[Extracted records]
══════════
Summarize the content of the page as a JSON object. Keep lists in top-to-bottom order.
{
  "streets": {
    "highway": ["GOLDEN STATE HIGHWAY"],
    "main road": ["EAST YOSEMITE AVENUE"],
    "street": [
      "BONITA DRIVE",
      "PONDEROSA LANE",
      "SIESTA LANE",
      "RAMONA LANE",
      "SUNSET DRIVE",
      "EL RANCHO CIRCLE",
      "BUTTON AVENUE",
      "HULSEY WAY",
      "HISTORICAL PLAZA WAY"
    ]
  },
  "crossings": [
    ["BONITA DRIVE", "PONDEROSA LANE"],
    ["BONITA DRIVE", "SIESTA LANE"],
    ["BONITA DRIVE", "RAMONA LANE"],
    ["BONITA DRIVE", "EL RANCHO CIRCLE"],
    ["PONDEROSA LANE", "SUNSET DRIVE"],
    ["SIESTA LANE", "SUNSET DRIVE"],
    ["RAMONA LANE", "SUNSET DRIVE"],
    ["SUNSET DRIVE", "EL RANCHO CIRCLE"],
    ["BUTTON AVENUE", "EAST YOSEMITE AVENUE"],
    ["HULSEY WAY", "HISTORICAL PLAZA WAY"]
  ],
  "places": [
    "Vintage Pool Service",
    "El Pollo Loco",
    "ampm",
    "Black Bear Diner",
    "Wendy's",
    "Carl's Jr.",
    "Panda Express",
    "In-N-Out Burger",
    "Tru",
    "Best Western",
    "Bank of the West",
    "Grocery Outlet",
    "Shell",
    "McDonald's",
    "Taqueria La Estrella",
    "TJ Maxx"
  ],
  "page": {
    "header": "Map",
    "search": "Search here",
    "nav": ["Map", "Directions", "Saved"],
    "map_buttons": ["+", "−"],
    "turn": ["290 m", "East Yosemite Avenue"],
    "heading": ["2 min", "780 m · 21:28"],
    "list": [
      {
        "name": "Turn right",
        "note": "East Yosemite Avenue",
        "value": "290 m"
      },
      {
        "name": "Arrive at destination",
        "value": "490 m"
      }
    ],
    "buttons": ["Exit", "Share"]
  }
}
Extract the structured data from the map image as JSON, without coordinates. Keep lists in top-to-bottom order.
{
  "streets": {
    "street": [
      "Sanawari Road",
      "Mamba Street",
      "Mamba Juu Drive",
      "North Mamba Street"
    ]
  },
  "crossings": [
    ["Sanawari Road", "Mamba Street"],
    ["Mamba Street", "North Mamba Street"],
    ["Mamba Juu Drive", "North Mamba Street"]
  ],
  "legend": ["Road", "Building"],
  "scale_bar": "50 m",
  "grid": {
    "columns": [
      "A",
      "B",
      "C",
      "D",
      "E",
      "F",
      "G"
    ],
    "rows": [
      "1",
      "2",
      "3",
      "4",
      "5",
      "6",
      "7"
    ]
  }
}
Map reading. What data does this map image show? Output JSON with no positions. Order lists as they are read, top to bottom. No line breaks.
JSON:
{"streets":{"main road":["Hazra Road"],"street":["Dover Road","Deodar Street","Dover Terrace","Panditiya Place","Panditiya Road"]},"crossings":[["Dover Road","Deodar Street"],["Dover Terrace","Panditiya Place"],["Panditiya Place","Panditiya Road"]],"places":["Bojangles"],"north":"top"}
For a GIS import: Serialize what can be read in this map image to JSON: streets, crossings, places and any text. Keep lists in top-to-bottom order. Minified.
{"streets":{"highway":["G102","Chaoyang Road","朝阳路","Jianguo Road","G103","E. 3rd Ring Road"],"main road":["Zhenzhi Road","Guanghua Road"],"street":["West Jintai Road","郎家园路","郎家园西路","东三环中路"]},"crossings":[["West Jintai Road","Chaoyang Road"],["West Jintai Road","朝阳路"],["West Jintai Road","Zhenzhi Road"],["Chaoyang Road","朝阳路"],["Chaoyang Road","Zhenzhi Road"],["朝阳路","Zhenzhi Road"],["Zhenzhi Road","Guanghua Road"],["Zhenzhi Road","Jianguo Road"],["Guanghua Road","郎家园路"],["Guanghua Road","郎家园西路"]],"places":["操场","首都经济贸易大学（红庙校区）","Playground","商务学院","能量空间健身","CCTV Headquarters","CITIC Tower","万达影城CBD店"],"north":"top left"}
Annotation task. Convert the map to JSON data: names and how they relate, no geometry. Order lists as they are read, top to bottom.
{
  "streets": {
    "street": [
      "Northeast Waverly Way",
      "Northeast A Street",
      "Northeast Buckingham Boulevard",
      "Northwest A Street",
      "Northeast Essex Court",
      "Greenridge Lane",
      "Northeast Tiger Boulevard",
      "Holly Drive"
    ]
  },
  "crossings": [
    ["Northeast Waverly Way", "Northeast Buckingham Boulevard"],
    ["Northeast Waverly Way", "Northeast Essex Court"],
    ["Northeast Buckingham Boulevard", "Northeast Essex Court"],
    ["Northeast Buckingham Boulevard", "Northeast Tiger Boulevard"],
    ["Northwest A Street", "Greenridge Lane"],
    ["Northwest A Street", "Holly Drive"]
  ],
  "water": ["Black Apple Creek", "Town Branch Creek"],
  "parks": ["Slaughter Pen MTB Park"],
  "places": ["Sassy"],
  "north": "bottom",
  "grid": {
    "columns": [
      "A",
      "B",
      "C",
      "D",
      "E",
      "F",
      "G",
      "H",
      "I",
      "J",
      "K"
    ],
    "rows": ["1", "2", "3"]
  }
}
══════════
### DESCRIPTION OF THE TASK
Among the records above, a stretch begins at the line containing "Extract the structured" and ends at the line containing "Map reading. What". Restate that stretch word for word, and nothing else.

### THE COMPLETED TASK
Extract the structured data from the map image as JSON, without coordinates. Keep lists in top-to-bottom order.
{
  "streets": {
    "street": [
      "Sanawari Road",
      "Mamba Street",
      "Mamba Juu Drive",
      "North Mamba Street"
    ]
  },
  "crossings": [
    ["Sanawari Road", "Mamba Street"],
    ["Mamba Street", "North Mamba Street"],
    ["Mamba Juu Drive", "North Mamba Street"]
  ],
  "legend": ["Road", "Building"],
  "scale_bar": "50 m",
  "grid": {
    "columns": [
      "A",
      "B",
      "C",
      "D",
      "E",
      "F",
      "G"
    ],
    "rows": [
      "1",
      "2",
      "3",
      "4",
      "5",
      "6",
      "7"
    ]
  }
}
Map reading. What data does this map image show? Output JSON with no positions. Order lists as they are read, top to bottom. No line breaks.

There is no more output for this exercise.